31 August 2009
Unfortunately the complicated budget package of spending cuts, raids on local government funds, education reductions, health and welfare reductions was not enough to close the deficit. As a result, the Governor line-item vetoed $656 million in state programs to rebuild California’s reserve fund and balance the budget.
The budget “balancing solutions” were comprised of: $15.5 billion by way of cuts, with schools ($6 billion), the University of California and State University systems lost $2.8 billion, MediCal services faced a $1.3 billion reduction, corrections departments face an unspecified $1.2 billion in cuts, three major welfare programs (welfare- to-work, CalWORKS program, In-Home Supportive Services and the children’s health insurance program, $878 million.
Even redevelopment agencies will loose between $1.35 billion to $1.7 billion. The redevelopment agency money will be used for backfilling state education dollars, unless a lawsuit is successfully mounted by the redevelopment agencies.
The remaining budget amendments are achieved through one-time raids on local government funding, $3.4 billion, and different accounting methodologies such as deferring state employee paychecks by one day for a savings of $1.2 billion.
Another $1.7 billion is saved by speeding up tax withholdings on individuals and businesses. It will delay state worker June paychecks by one day, pushing the payments into the 2010-11 fiscal year. It will ask employers to increase tax withholding by 10 percent starting in November. And it will ask quarterly tax filers to front-load 70 percent of their 2010 tax payments in the first half of the year.

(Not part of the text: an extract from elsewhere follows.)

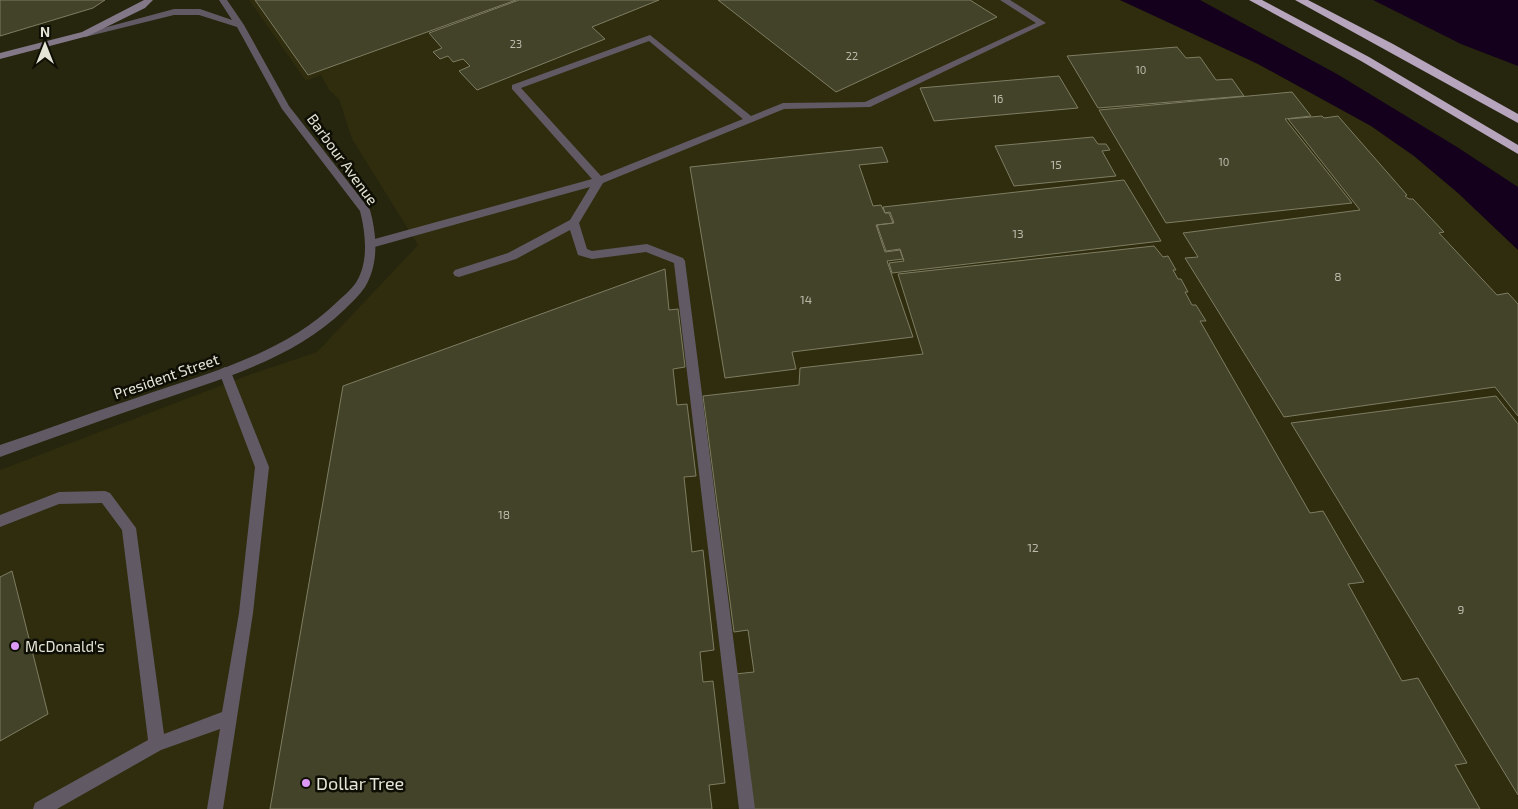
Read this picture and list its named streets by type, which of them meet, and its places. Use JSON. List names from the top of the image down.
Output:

The proposal to allow offshore oil drilling off the Santa Barbara coast in exchange for $100 million in selling the rights fell short on a 28-43 vote, which was a victory for Democrats and environmentalists.
The budget also assumes that the sale of the State Compensation Insurance Fund will bring in $1 billion. This fund is a quasi government agency that is the state’s largest writer of workers’ compensation insurance. Experts estimate that the sale will not be completed by June 30, 2010.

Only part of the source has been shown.